▸ **EXERCISE GOAL**: Show, in full, each line of the data that contains "bottom".

▸ **SOURCE DATA**:
*** Begin section ***
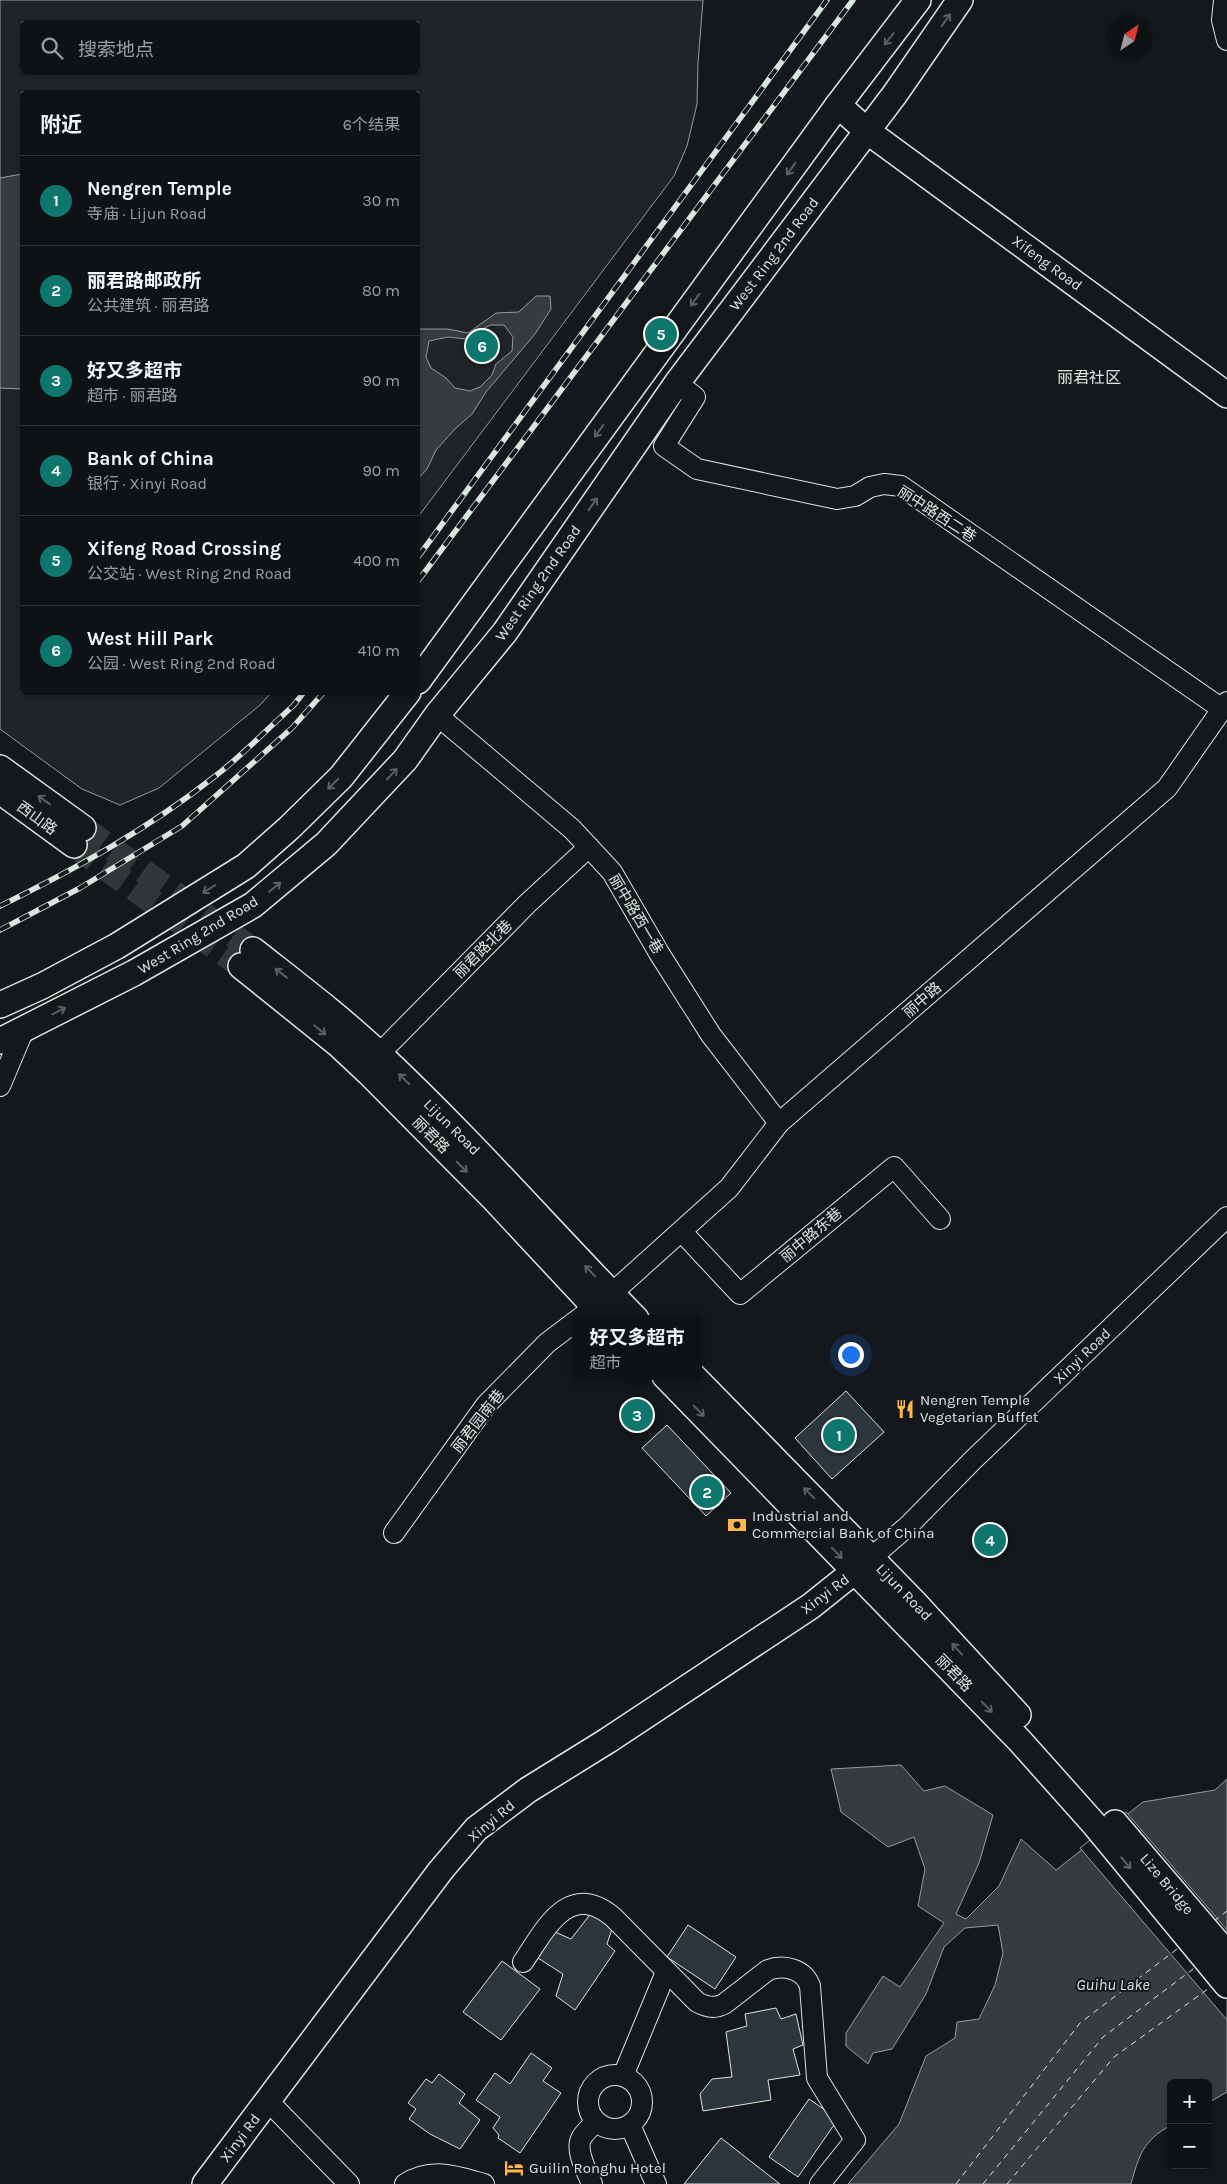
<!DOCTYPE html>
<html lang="zh">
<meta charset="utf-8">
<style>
:root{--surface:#0f1215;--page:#1d2022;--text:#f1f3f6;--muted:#9b9ea0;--line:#2f3234;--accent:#0f766e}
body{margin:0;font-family:Karla,"Noto Sans SC",sans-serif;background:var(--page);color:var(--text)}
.controls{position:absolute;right:15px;bottom:15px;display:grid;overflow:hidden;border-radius:8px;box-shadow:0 1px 4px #0004}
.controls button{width:45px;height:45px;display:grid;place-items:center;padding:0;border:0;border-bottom:1px solid var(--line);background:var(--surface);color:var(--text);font:25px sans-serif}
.compass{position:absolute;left:1107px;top:15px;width:45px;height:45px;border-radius:50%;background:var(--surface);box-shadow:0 1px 4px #0004;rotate:35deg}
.you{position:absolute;left:850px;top:1354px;width:18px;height:18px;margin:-12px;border:4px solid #fff;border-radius:50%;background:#1a73e8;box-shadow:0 0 0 8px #1a73e833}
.badge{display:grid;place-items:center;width:32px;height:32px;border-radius:50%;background:var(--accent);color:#fff;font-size:16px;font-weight:700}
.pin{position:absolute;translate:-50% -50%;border:2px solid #fff;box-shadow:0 1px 5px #0006}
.popup{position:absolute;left:572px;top:1315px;width:130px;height:65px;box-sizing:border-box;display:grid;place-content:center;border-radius:8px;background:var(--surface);filter:drop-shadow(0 1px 4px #0005);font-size:16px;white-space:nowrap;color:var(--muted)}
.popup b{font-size:19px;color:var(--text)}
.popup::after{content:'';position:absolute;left:50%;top:100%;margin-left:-10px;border:10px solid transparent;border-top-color:var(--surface)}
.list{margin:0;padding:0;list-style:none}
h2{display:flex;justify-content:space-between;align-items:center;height:65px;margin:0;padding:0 20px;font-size:21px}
h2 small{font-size:16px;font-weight:400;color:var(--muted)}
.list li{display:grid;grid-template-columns:32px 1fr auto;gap:15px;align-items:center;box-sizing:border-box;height:90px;padding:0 20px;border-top:1px solid var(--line)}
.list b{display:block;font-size:19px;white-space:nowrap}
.list p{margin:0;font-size:16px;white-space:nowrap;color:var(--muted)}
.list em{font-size:16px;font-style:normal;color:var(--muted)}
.icon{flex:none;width:28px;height:28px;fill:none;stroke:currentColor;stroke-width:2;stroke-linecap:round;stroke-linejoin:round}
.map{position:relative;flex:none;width:1227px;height:2184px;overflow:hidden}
.search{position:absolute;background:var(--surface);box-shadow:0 1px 4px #0004;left:20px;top:20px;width:400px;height:55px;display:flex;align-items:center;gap:12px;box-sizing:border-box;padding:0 18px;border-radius:8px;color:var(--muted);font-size:19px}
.panel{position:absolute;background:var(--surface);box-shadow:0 1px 4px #0004;left:20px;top:90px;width:400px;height:605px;border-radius:8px}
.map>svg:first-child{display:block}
</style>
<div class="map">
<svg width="1227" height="2184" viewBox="0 0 1227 2184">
<rect width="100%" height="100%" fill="#14181c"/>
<!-- green -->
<path fill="#202428" stroke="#939e99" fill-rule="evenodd" d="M0 0H703L698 63 697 104 687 146 674 176 418 517V92H22V692L271 693 260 705 159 788 120 805 82 789 0 729ZM22 22H418V72H22Z"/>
<!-- water -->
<g fill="#363b3e" stroke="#939e99" fill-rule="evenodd">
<polygon points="22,174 22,389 0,388 0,178"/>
<path d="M536 296H550L551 309 535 334 486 392 472 414 455 429 436 450 427 469 418 479V329H448L468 333 496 313 519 312ZM490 325H504L513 337 512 351 496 364 492 375 480 387 470 391 455 388 446 378 431 368 426 357 429 341 448 337 466 339Z"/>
<path d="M901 1765 924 1791 945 1786 993 1815 979 1863 956 1914 966 1919 999 1886 1021 1839 1056 1870 1143 1802 1215 1790 1227 1779V2092L1208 2103V2083H1171V2125C1143 2141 1139 2155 1131 2184H848L899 2124 926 2056 955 2038 957 2022 979 2019 995 1985 1003 1953 998 1925 965 1928 944 1947 926 1994 892 2049 873 2053 868 2064 846 2046V2033L883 1976 900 1987 944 1923 918 1906 925 1869 914 1837 888 1847 841 1812 831 1769Z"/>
</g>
<!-- pier -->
<polygon fill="#14181c" stroke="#939e99" points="1126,1812 1227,1930 1227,2020 1080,1848"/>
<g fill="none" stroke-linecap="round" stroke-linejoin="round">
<!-- ferry -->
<g stroke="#d8e6dc" stroke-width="1" stroke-dasharray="6 5" stroke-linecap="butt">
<polyline points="1214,1921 1227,1911"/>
<polyline points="956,2184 1080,2023 1181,1946"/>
<polyline points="983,2184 1103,2037 1197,1966"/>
<polyline points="1007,2184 1114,2057 1212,1986"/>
</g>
</g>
<!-- building -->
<g fill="#2c363c" stroke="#d8e6dc">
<polygon points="846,1391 884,1432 832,1479 795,1438"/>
<polygon points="667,1425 731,1493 706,1516 642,1448"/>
<polygon points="592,1912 613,1926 607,1944 615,1951 575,2010 556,1996 563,1974 538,1958 555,1932 571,1939"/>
<polygon points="688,1925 736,1957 715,1989 667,1957"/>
<polygon points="502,1961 540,1989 501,2040 463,2012"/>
<polygon points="776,2008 781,2019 796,2014 803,2045 793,2049 800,2075 768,2080 771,2100 703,2111 700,2094 712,2079 732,2077 726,2032 747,2026 745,2014"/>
<polygon points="531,2053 552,2068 543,2081 561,2093 520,2153 498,2138 499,2135 493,2128 500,2117 476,2100 495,2073 510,2084"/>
<polygon points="439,2074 465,2094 459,2103 480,2120 460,2149 430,2134 409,2119 416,2109 408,2103 426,2079 432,2083"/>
<polygon points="809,2099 838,2119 798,2177 769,2157"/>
<polygon points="721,2138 780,2184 684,2184"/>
</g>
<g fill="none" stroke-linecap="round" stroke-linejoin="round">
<!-- major-tunnel -->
<g stroke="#313739" stroke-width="25" stroke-dasharray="25 12" stroke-linecap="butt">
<polyline points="83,828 253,950"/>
<polyline points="74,845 241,966"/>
</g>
<!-- minor casing -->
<g stroke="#d8e6dc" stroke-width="22">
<g id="minor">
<polyline points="1224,0 1222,20 1227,40"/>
<polyline points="677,383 695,397 664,446 697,469 837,499 855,496 870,487 884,484 901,486 1222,709"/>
<polyline points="437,715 572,829 612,872 659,953 711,1035 779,1123"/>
<polyline points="379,1054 528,903 589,847"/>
<polyline points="0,1086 24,1029"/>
<polyline points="682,1232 740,1294 894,1167 940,1219"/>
<polyline points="579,1319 611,1294 729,1188 779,1123 1167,788 1227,702"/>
<polyline points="394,1533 486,1405 547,1343 576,1321"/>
<polyline points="871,1558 909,1525 974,1459 1227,1217"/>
<path d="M523 1962C545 1930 568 1880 613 1917L697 2002C706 2007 715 2009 724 2004L768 1970C784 1964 804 1969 810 1986L817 2078 855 2140 820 2184"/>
<circle cx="615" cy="2102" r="27"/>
<polyline points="623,2076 666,1972"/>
<polyline points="268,2101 349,2184"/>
<polyline points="630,2125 656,2184"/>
<path d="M405 2184C432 2167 456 2176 484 2184"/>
<path d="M592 2184C587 2171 574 2150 582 2137 585 2132 591 2127 595 2122"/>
</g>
</g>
<!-- major casing -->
<g stroke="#d8e6dc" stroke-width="28">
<g id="major">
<polyline points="838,105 867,131 1227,395"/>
<polyline points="418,681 838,105 918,0"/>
<polyline points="0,768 83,828"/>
<polyline points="0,791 74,845"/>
<path d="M253 950C296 984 340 1017 379 1054 469 1138 550 1231 636 1319"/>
<polyline points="241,966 338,1044 370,1074 495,1200 606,1319"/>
<polyline points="0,1005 42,986 117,946 246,866 289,828 341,777 408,692"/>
<polyline points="0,1041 134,973 253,905 326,844 405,760 437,715 505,632 677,383 895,94 960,0"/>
<polyline points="665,1376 1020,1741 1095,1825 1227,1985"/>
<polyline points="693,1376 913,1601 1018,1715"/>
<polyline points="1115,1823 1227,1954"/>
<polyline points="205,2184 441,1870 476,1829 528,1790 607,1741 811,1606 871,1558"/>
</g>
</g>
<!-- minor -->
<use href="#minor" stroke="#14181c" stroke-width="20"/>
<!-- major -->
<use href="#major" stroke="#14181c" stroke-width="25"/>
<!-- rail casing -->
<g stroke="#d8e6dc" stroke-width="5.5">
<g id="rail">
<polyline points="418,557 827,0"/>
<polyline points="418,581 853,0"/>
<path d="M0 906C75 869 148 829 214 777 242 756 267 729 293 706L304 692"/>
<polyline points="0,930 80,888 182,826 292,728 324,692"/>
</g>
</g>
<!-- rail -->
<use href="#rail" stroke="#14181c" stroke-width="4" stroke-dasharray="11" stroke-linecap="butt"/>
</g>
<!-- one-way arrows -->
<defs><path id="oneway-shaft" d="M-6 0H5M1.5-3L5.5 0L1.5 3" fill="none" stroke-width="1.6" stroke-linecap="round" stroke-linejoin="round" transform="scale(1.25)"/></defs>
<g stroke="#59605f">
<use href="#oneway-shaft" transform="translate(946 20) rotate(-55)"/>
<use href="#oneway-shaft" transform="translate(889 39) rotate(128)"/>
<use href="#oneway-shaft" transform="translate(791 169) rotate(126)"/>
<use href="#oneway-shaft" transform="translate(695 300) rotate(126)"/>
<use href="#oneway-shaft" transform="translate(599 431) rotate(126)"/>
<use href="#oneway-shaft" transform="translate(593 504) rotate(-55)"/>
<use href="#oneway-shaft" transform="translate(392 774) rotate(-47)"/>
<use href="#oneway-shaft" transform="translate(333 784) rotate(135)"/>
<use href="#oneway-shaft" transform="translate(44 800) rotate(-144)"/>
<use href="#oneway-shaft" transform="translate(275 887) rotate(-39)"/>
<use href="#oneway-shaft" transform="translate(209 889) rotate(148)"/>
<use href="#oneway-shaft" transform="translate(281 973) rotate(-142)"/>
<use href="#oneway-shaft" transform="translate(59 1011) rotate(-27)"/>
<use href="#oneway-shaft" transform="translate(320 1030) rotate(39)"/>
<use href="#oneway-shaft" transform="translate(404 1079) rotate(-135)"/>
<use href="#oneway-shaft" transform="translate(462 1167) rotate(45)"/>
<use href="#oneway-shaft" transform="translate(590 1271) rotate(-134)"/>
<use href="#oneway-shaft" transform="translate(699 1411) rotate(46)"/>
<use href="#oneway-shaft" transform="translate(809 1493) rotate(-135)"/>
<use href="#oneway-shaft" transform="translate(837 1553) rotate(46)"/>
<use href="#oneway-shaft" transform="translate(957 1649) rotate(-132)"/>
<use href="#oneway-shaft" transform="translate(987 1707) rotate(46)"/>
<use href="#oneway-shaft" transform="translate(1126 1863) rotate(50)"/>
</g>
<!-- icons -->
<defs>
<g id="restaurant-bare" transform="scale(1.5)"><path d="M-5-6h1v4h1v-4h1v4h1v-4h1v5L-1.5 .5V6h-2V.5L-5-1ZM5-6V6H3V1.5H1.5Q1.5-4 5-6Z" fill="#ffb74d" stroke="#14181c" stroke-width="2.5" paint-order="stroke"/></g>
<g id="bank-bare" transform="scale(1.5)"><path d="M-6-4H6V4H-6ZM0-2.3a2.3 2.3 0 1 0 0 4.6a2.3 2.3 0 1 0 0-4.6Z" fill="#ffb74d" stroke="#14181c" stroke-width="2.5" paint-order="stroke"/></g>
<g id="hotel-bare" transform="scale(1.5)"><path d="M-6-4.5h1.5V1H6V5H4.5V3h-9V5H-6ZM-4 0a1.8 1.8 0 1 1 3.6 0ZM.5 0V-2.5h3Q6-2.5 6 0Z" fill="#ffb74d" stroke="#14181c" stroke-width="2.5" paint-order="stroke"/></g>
</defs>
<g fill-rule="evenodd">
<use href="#restaurant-bare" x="905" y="1409"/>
<use href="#bank-bare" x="737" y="1525"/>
<use href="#hotel-bare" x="514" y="2168"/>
</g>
<g text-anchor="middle" stroke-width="4" stroke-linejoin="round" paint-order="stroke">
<!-- street labels -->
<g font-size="15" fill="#d8e6dc" stroke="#14181c">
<text transform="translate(774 254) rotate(-53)" y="5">West Ring 2nd Road</text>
<text transform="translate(1047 263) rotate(36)" y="5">Xifeng Road</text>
<text transform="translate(937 514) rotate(33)" y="5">丽中路西二巷</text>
<text transform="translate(538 583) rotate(-55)" y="5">West Ring 2nd Road</text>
<text transform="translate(37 818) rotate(36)" y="5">西山路</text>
<text transform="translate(636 914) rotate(59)" y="5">丽中路西一巷</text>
<text transform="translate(198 935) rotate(-31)" y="5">West Ring 2nd Road</text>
<text transform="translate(483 949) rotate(-45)" y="5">丽君路北巷</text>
<text transform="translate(922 1000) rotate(-41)" y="5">丽中路</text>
<text transform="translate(452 1127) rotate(45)" y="5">Lijun Road</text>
<text transform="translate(431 1135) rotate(45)" y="5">丽君路</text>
<text transform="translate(811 1235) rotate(-40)" y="5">丽中路东巷</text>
<text transform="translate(1082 1356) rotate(-44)" y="5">Xinyi Road</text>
<text transform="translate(478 1421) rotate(-52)" y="5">丽君园南巷</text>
<text transform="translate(904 1592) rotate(46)" y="5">Lijun Road</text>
<text transform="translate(825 1594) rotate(-37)" y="5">Xinyi Rd</text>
<text transform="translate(954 1673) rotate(46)" y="5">丽君路</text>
<text transform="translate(491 1821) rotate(-40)" y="5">Xinyi Rd</text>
<text transform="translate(1167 1884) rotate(50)" y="5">Lize Bridge</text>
<text transform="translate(240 2138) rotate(-53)" y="5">Xinyi Rd</text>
</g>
<!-- poi labels -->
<g font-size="15" fill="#d8e6dc" stroke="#14181c" text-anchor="start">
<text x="920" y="1405">Nengren Temple<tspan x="920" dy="17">Vegetarian Buffet</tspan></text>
<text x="752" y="1521">Industrial and<tspan x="752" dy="17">Commercial Bank of China</tspan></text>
<text x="529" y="2173">Guilin Ronghu Hotel</text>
</g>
<!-- neighbourhood labels -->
<g font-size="16" fill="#d8e6dc" stroke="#14181c">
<text x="1089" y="383">丽君社区</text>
</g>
<!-- water labels -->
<g font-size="16" font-style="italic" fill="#d8e6dc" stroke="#14181c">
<text x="1113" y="1990">Guihu Lake</text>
</g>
</g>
</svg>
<div class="controls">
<button>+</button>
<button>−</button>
</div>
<svg class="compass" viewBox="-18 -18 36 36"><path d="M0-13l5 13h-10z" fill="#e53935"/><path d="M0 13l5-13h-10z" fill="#9b9ea0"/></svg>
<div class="you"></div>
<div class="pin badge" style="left:839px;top:1435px">1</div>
<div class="pin badge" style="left:707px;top:1492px">2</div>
<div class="pin badge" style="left:637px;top:1415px">3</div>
<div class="popup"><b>好又多超市</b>超市</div>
<div class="pin badge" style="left:990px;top:1540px">4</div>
<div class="pin badge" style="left:661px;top:334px">5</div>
<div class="pin badge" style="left:482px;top:346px">6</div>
<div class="search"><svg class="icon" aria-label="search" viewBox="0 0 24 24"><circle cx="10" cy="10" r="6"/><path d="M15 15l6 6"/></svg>搜索地点</div>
<section class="panel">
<h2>附近<small>6个结果</small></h2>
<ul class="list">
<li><span class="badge">1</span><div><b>Nengren Temple</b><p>寺庙 · Lijun Road</p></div><em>30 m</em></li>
<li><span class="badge">2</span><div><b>丽君路邮政所</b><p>公共建筑 · 丽君路</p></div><em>80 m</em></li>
<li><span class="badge">3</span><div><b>好又多超市</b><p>超市 · 丽君路</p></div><em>90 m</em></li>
<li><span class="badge">4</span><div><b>Bank of China</b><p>银行 · Xinyi Road</p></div><em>90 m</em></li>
<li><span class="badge">5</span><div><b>Xifeng Road Crossing</b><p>公交站 · West Ring 2nd Road</p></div><em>400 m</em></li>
<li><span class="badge">6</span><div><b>West Hill Park</b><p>公园 · West Ring 2nd Road</p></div><em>410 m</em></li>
</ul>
</section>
</div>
*** End section ***
▸ **YOUR SOLUTION**:
.controls{position:absolute;right:15px;bottom:15px;display:grid;overflow:hidden;border-radius:8px;box-shadow:0 1px 4px #0004}
.controls button{width:45px;height:45px;display:grid;place-items:center;padding:0;border:0;border-bottom:1px solid var(--line);background:var(--surface);color:var(--text);font:25px sans-serif}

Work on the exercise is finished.